* **EXERCISE DATA**:
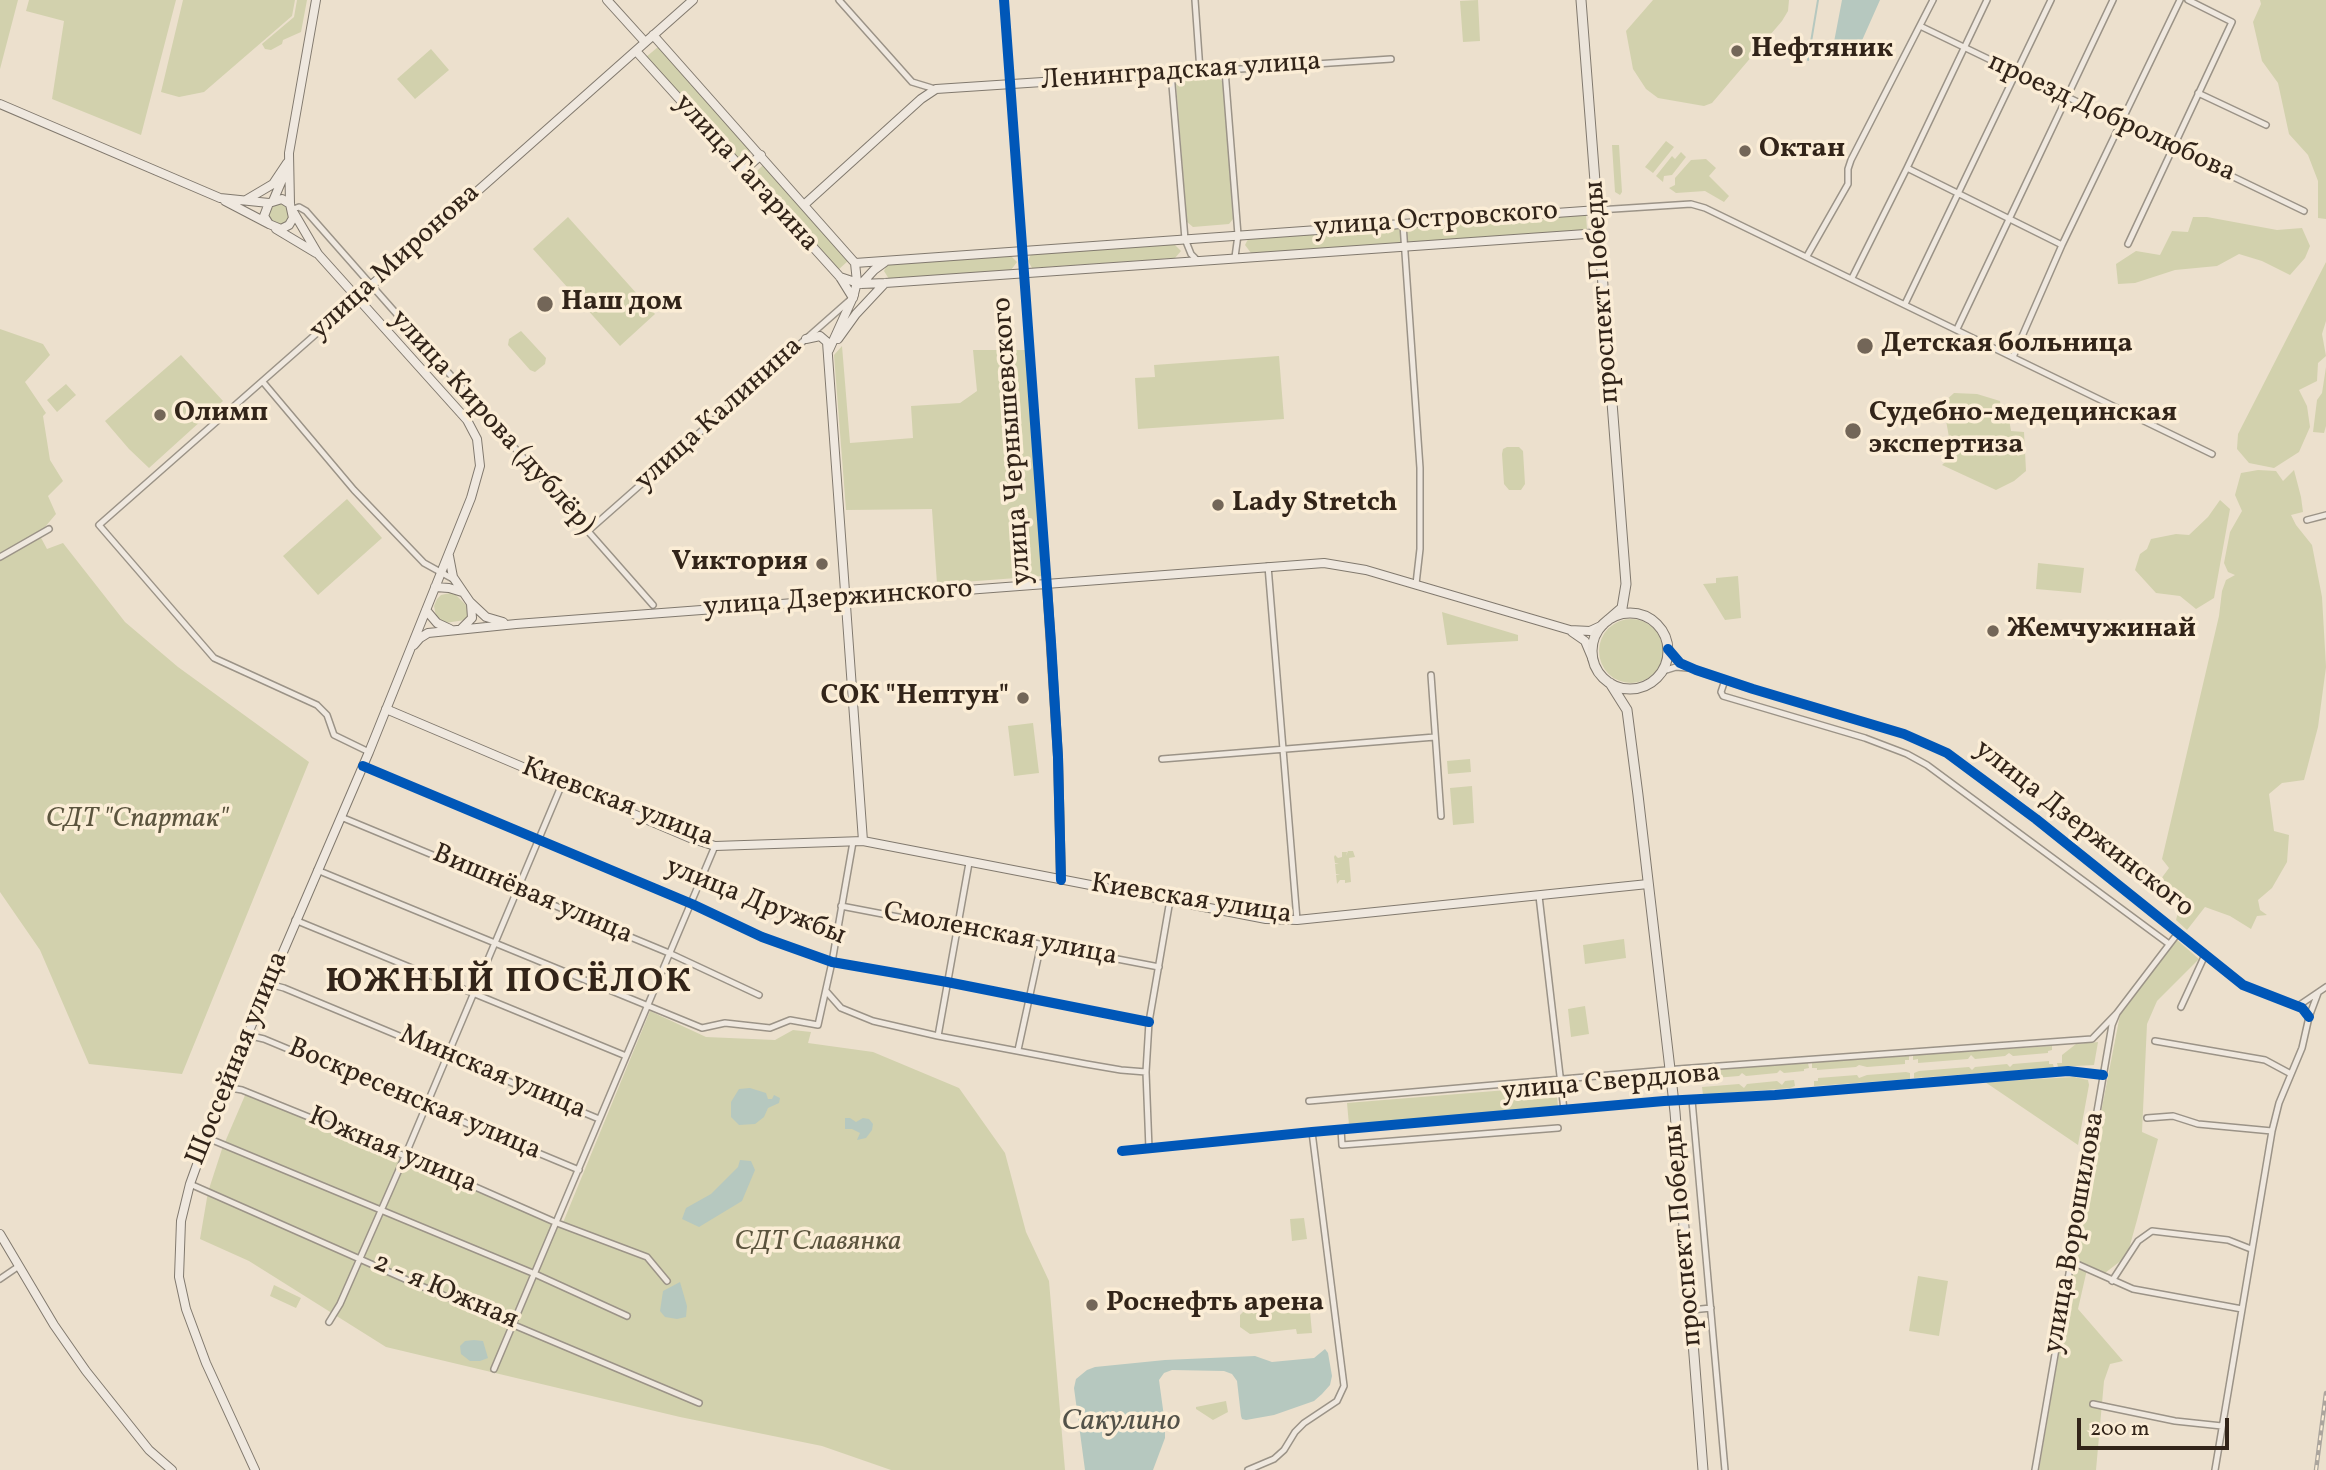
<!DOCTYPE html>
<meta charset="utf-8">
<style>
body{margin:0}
#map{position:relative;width:2326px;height:1470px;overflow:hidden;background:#ece0cd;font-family:Vollkorn,serif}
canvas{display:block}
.scale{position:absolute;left:2077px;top:1418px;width:152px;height:32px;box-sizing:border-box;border:4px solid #322419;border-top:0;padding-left:9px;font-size:21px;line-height:24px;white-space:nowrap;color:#322419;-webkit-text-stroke:5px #fbedd6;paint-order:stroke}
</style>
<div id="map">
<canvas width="2326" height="1470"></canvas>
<div class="scale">200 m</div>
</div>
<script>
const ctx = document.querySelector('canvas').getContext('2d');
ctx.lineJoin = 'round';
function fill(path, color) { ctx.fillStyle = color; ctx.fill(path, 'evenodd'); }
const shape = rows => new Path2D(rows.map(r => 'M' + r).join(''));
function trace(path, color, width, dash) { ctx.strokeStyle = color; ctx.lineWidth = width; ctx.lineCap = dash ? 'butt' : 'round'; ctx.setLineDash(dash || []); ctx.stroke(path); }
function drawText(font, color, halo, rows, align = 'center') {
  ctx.font = font + ' Vollkorn,serif'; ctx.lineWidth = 7; ctx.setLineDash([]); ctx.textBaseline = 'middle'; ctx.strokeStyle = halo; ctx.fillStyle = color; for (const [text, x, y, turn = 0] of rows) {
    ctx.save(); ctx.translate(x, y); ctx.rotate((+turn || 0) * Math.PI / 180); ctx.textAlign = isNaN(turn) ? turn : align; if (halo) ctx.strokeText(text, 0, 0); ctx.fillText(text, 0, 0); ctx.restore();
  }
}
const green = shape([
 [0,0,18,0,0,69],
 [29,0,176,0,141,135,52,99,64,21,26,11],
 [183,0,295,0,292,16,204,92,179,97,161,92],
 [297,0,307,0,301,32,283,40,282,44,271,50,265,49,262,44,294,17],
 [1478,0,1480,41,1463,42,1460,1],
 [1653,0,1789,0,1788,11,1782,21,1712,103,1704,106,1658,98,1646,89,1633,69,1626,31],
 [2260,0,2326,0,2326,219,2318,218,2318,181,2308,155,2289,134,2278,83,2262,61,2253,22,2261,4],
 [658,47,751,151,740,161,646,57],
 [431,49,449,70,415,99,397,79],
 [1217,76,1223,82,1233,219,1229,224,1193,227,1187,222,1176,84,1183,78],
 [1666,141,1674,147,1653,173,1645,167],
 [1612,145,1619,145,1622,192,1620,195,1615,192],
 [1681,152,1686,157,1672,175,1664,176,1663,182,1656,176,1672,156,1675,159],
 [1706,159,1716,168,1709,176,1729,196,1724,202,1705,191,1676,193,1669,188,1675,185,1675,178,1691,160],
 [763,165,849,260,838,270,753,175],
 '268 214a11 11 0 1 1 22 0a11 11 0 1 1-22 0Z',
 [1586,215,1587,230,1407,242,1405,227],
 [568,217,655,314,620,346,533,249],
 [2193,217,2207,217,2277,230,2302,228,2310,246,2305,258,2290,275,2262,261,2239,254,2217,266,2175,270,2135,283,2118,284,2116,264,2136,251,2160,255,2172,231,2188,232],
 [1403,227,1405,243,1251,253,1245,245,1249,237],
 [1173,243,1181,251,1175,258,1032,268,1028,261,1031,254],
 [1010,255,1017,262,1011,270,889,279,884,271,888,263],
 [2326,262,2326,321,2322,334,2326,356,2318,363,2317,381,2299,390,2307,406,2310,427,2299,452,2274,468,2249,463,2237,449,2238,434],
 [0,329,43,344,50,355,25,382,46,413,43,416,50,460,63,481,48,496,56,514,39,534,47,549,63,543,125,622,178,667,309,762,182,1074,89,1064,40,950,0,892],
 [521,331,546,358,545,364,535,372,530,370,508,345,509,339],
 [842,346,850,443,913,438,911,406,960,403,977,391,973,350,1026,350,1043,576,937,584,932,509,846,510,834,355],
 [181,355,223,401,149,468,129,449,105,421],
 [1279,356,1284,419,1138,429,1135,378,1155,377,1154,365],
 [2326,367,2326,426,2324,433,2313,432,2317,400,2322,393],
 [66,384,76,395,57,412,47,400],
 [1954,393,1977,394,2000,401,2002,419,2009,419,2011,431,2024,432,2026,471,2014,481,1996,490,1942,465,1956,451,1950,443,1944,409,1945,401],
 [1507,447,1519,447,1523,451,1525,484,1521,490,1509,490,1504,484,1502,454,1503,449],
 [2258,470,2276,471,2283,481,2294,470,2301,497,2303,512,2291,515,2296,525,2312,545,2322,597,2326,667,2318,727,2304,780,2282,783,2269,794,2274,831,2289,835,2287,862,2272,888,2258,900,2260,910,2267,915,2257,916,2251,929,2230,916,2205,907,2187,930,2176,920,2180,905,2184,902,2165,900,2155,887,2169,868,2162,859,2219,616,2222,591,2226,580,2235,575,2228,572,2224,563,2230,532,2242,511,2235,495,2241,473],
 [347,499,382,538,318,595,283,556],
 [2220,500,2230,509,2214,598,2196,609,2180,596,2156,593,2135,570,2140,554,2147,549,2151,539,2176,534,2189,535,2208,517],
 [2038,563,2084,568,2081,593,2036,589],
 [1738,576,1741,618,1725,620,1703,584,1716,583,1716,578],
 [450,593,456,595,468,607,468,617,465,620,445,623,436,616,434,606,437,599,441,595],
 [1442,612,1518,635,1518,641,1447,645],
 '1599 651a32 32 0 1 1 64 0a32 32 0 1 1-64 0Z',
 [1033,723,1039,773,1014,776,1008,726],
 [1470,759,1471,772,1448,774,1447,761],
 [1472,786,1474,823,1453,825,1450,788],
 [1348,851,1353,851,1355,857,1349,858,1351,882,1345,883,1345,880,1340,880,1337,884,1336,875,1340,874,1336,874,1335,864,1339,863,1335,863,1334,857,1335,855,1338,858,1342,857,1342,852,1347,852,1346,856],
 [1624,939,1626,958,1585,964,1583,945],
 [2177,940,2199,959,2157,1001,2147,1024,2142,1132,2158,1139,2137,1220,2127,1256,2105,1273,2088,1265,2078,1309,2123,1361,2110,1364,2104,1381,2096,1470,2039,1470,2090,1169,2120,1015,2153,969],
 [1585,1006,1589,1034,1571,1037,1568,1009],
 [650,1011,706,1037,775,1040,793,1030,811,1032,808,1043,873,1052,959,1088,1005,1153,1026,1232,1049,1281,1065,1470,891,1470,822,1446,680,1417,386,1347,249,1261,200,1239,208,1192,222,1149,246,1093,405,1156,562,1225],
 [2098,1042,2094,1065,2058,1067,2057,1063,2062,1063,2062,1055,2076,1044],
 [2052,1046,2052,1050,2048,1051,2048,1053,2013,1056,2009,1053,2005,1056,1975,1059,1971,1055,1968,1059,1918,1063,1918,1059,1913,1060,1913,1055],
 [1909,1056,1909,1060,1905,1060,1905,1064,1867,1067,1859,1065,1856,1067,1817,1070,1817,1068,1812,1068,1812,1062],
 [2049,1061,2049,1064,2053,1064,2054,1068,1914,1078,1914,1073,1919,1071,1969,1067,1972,1070,1975,1067,2007,1064,2010,1067,2013,1064],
 [1808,1063,1809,1068,1804,1069,1804,1071,1784,1073,1780,1070,1777,1073,1746,1076,1742,1073,1739,1076,1702,1079,1701,1070],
 [1906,1072,1910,1073,1910,1079,1814,1086,1814,1081,1818,1081,1818,1078,1857,1075,1859,1078,1867,1075],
 [2074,1077,2088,1080,2089,1085,2078,1145,1985,1082],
 [1794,1080,1795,1086,1790,1088,1703,1095,1702,1087,1739,1084,1744,1088,1747,1084,1777,1081,1782,1085,1785,1081],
 [1556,1086,1558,1107,1349,1125,1347,1103],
 [1304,1218,1307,1239,1292,1241,1290,1219],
 [1918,1276,1948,1281,1939,1336,1909,1331],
 [274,1285,301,1298,296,1308,270,1296],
 [1309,1301,1312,1333,1297,1334,1296,1329,1250,1334,1240,1327,1240,1315,1246,1309],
 [1226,1401,1228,1412,1213,1420,1196,1409,1196,1407]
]);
const water = shape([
 [1842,0,1880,0,1856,54,1850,57,1843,56,1836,50,1834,42],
 [750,1088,766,1093,768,1099,772,1099,774,1095,780,1098,779,1103,768,1108,764,1117,755,1124,739,1125,731,1117,731,1102,739,1089],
 [845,1118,850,1118,856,1122,863,1118,869,1119,873,1124,872,1130,866,1138,857,1140,860,1133,852,1129,845,1129],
 [740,1160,751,1161,755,1170,742,1201,699,1227,682,1219,686,1208,711,1194,738,1167],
 [680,1282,687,1306,686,1317,677,1319,665,1317,660,1311,663,1291],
 [474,1340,483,1341,488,1358,480,1361,470,1361,461,1354,460,1346,465,1341],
 [1325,1349,1328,1353,1332,1376,1330,1385,1322,1394,1314,1401,1274,1415,1246,1420,1242,1419,1241,1416,1237,1381,1232,1374,1224,1371,1172,1370,1164,1373,1159,1380,1165,1424,1165,1438,1153,1470,1085,1470,1074,1388,1076,1379,1087,1370,1095,1367,1165,1360,1255,1356,1272,1362,1314,1358]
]);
const stream = shape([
 [1808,60,1818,0]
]);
const street = shape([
 [839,0,912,82,935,89],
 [1004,0,1047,585],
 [1195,0,1200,71],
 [1920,26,2304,211],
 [1171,73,1185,239,1191,254,1197,260],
 [2198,93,2266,125],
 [1907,168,2062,245],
 [293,209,299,207,306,211,653,605],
 [1598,210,1691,204,1705,208,2212,454],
 [1403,224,1420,468,1420,549,1416,584],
 [2128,244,2232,22,2188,0],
 [1807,256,1848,184,1848,169,1851,160,1933,0],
 [1235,257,1238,235,1225,70,1391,59],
 [1852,278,1907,168,1987,0],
 [358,297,99,525,214,658,317,705,327,715,334,735,369,752],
 [1905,304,2051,0],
 [1957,329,2113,0],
 [2013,357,2062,245,2180,0],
 [263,382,354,490,424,563,453,579],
 [2307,520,2326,515],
 [588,531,850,300],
 [0,557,49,529],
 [1268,566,1297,920],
 [1668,649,1680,663,1696,670,1753,689,1904,734,1947,753,2036,819,2243,985,2302,1008,2309,1017],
 [1663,671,1676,667,1687,668],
 [1431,675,1441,816],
 [1725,680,1721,692,1723,696,1865,738,1907,754,1927,765,2169,944],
 [1162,759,1435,737],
 [363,766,692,904,762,937,832,962,947,982,1149,1022],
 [341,817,669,953,759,995],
 [317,870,702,1028,725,1023,770,1028,790,1020,818,1025,832,962,853,842],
 [1539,896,1564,1110],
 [841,906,1159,967],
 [295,920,626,1056],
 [269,984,284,988,599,1119],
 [826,991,841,1008,873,1021,938,1036,1086,1064,1121,1070,1146,1072],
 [2298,1006,2326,987],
 [2181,1007,2205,955],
 [247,1035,264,1039,579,1170],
 [938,1036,969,863],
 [2155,1041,2265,1060,2291,1074],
 [1018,1050,1041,944],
 [225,1087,242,1090,405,1156,557,1223,647,1257,667,1281],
 [1692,1100,1725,1470],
 [1309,1101,1678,1069,2092,1039,2117,1013],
 [2147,1118,2173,1116,2198,1124,2272,1131],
 [1341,1129,1342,1145,1558,1128],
 [205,1137,535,1274,627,1316],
 [1149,1149,1146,1072,1149,1022,1170,900],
 [1122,1151,1312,1132,1664,1101,1775,1095,2068,1071,2103,1075],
 [190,1184,414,1283,699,1403],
 [2070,1261,2133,1289,2242,1309],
 [0,1279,19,1266],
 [2112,1281,2138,1241,2152,1231,2228,1240,2251,1249],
 [1691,1310,1711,1308],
 [329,1322,340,1304,405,1156,562,784],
 [494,1369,715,846],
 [2093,1404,2175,1421,2222,1426],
 [1248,1470,1274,1459,1284,1450,1295,1432,1304,1423,1337,1401,1344,1386,1312,1132],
 [2035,1470,2112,1025,2117,1013,2178,933],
 [2215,1470,2272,1131,2279,1103,2302,1048,2309,1017,2318,993]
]);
const secondary = shape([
 [607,0,645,42],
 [653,35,855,263,857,282,853,298],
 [636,51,840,277,853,298],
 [0,104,220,198,269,203],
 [743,171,761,155],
 [246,200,273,184,287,163],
 [225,201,269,224],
 [273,201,285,173],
 [290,204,282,199,269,203,264,216,269,224,281,229,289,225,293,218,290,204,289,153,316,0],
 [805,204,921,99,936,89,1225,70],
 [276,229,316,253],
 [855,263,1598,210],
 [840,277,861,284,885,283,1600,233],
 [861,284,874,270,885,262],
 [358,297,693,0],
 [806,339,820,336,827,342,863,841],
 [838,339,856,314,885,283],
 [829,350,854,295],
 [449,556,453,577,470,602,486,617,503,622],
 [1047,585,1058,757,1061,880],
 [435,587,449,588,462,592],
 [426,610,437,623,450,629],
 [462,628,472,618,471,604],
 [1572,632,1585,641,1593,660],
 [414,645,420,638,428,633,516,624,1324,563,1366,570,1570,630,1590,631,1603,625],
 [386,709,690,838,715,846,863,841,1266,919,1297,920,1648,884],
 [0,1234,54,1325,86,1371,149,1450,172,1470],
 [255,1470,206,1363,186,1309,179,1277,181,1221,190,1184,225,1087,369,752,471,498,480,466,477,439,467,420,318,254,294,213]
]);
const primary = shape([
 [1581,0,1626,584,1622,608,1607,621],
 '1592 651a38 38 0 1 1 76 0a38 38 0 1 1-76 0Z',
 [1610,683,1627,710,1638,795,1675,1112,1703,1470]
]);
const rail = shape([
 [2316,1470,2326,1393]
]);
const cycleway = shape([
 [1004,0,1051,642,1058,757,1061,880],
 [1668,649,1680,663,1696,670,1753,689,1904,734,1947,753,2036,819,2243,985,2302,1008,2309,1017],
 [363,766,692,904,762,937,832,962,947,982,1149,1022],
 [1122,1151,1312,1132,1664,1101,1775,1095,2068,1071,2103,1075]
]);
const markers = [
 [1737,51,7,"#736658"],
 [1745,151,7,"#736658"],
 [545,304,9,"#736658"],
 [1865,346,9,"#736658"],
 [160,415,7,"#736658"],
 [1853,431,9,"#736658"],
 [1218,505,7,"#736658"],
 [822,564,7,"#736658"],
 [1993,631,7,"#736658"],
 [1023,698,7,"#736658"],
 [1092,1305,7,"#736658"]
];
const poiNames = [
 ["Нефтяник",1751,51],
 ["Октан",1759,151],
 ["Наш дом",561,304],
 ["Детская больница",1881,346],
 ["Олимп",174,415],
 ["Судебно-медецинская",1869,415],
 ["экспертиза",1869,447],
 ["Lady Stretch",1232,505],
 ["Vиктория",808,564,"right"],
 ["Жемчужинай",2007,631],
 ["СОК \"Нептун\"",1009,698,"right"],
 ["Роснефть арена",1106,1305]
];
const streetNames = [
 ["Ленинградская улица",1181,73,-4],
 ["проезд Добролюбова",2111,119,25],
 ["улица Гагарина",745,174,48],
 ["улица Островского",1436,221,-4],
 ["улица Миронова",396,263,-42],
 ["проспект Победы",1604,292,-94],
 ["улица Калинина",720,415,-42],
 ["улица Кирова (дублёр)",491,423,48],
 ["улица Чернышевского",1014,441,-94],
 ["улица Дзержинского",838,600,-4],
 ["Киевская улица",617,804,21],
 ["улица Дзержинского",2083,830,38],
 ["Вишнёвая улица",532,896,23],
 ["Киевская улица",1191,901,9],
 ["улица Дружбы",755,903,22],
 ["Смоленская улица",1000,936,11],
 ["Шоссейная улица",239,1059,-68],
 ["Минская улица",492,1074,23],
 ["улица Свердлова",1611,1084,-5],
 ["Воскресенская улица",414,1101,23],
 ["Южная улица",392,1152,23],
 ["улица Ворошилова",2076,1233,-80],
 ["проспект Победы",1685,1235,-95],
 ["2 - я Южная",445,1293,23]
];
const parkNames = [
 ["СДТ \"Спартак\"",137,821],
 ["СДТ Славянка",818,1244]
];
const waterNames = [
 ["Сакулино",1121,1423]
];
const districtNames = [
 ["ЮЖНЫЙ ПОСЁЛОК",509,985]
];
fill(green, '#d2d1ad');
fill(water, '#b6c8bf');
trace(stream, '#b6c8bf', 2);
trace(street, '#9b9387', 8);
trace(secondary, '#81796e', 10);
trace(primary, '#81796e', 11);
trace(street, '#efe8df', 5);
trace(secondary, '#efe8df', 8);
trace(primary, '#ebe4da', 9);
trace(rail, '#aba59d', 4.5);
trace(rail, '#fbedd6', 2, [5]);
trace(cycleway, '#0057b8', 10);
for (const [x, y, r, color] of markers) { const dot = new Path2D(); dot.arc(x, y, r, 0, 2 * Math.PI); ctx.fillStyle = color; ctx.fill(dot); trace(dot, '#fbedd6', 2.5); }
drawText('bold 28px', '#322419', '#fbedd6', poiNames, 'left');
drawText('28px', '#322419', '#fbedd6', streetNames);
drawText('italic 28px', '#5b543e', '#fbedd6', parkNames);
drawText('italic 30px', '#535249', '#fbedd6', waterNames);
ctx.letterSpacing = '2px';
drawText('bold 35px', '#322419', '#fbedd6', districtNames);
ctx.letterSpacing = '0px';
</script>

* **ASSIGNED TASK**:
Every line from the start of the material through the line containing "function trace(path, color, width, dash)" is needed exactly as written; the pictures are not.

* **OUTPUT OF THE EXERCISE**:
<!DOCTYPE html>
<meta charset="utf-8">
<style>
body{margin:0}
#map{position:relative;width:2326px;height:1470px;overflow:hidden;background:#ece0cd;font-family:Vollkorn,serif}
canvas{display:block}
.scale{position:absolute;left:2077px;top:1418px;width:152px;height:32px;box-sizing:border-box;border:4px solid #322419;border-top:0;padding-left:9px;font-size:21px;line-height:24px;white-space:nowrap;color:#322419;-webkit-text-stroke:5px #fbedd6;paint-order:stroke}
</style>
<div id="map">
<canvas width="2326" height="1470"></canvas>
<div class="scale">200 m</div>
</div>
<script>
const ctx = document.querySelector('canvas').getContext('2d');
ctx.lineJoin = 'round';
function fill(path, color) { ctx.fillStyle = color; ctx.fill(path, 'evenodd'); }
const shape = rows => new Path2D(rows.map(r => 'M' + r).join(''));
function trace(path, color, width, dash) { ctx.strokeStyle = color; ctx.lineWidth = width; ctx.lineCap = dash ? 'butt' : 'round'; ctx.setLineDash(dash || []); ctx.stroke(path); }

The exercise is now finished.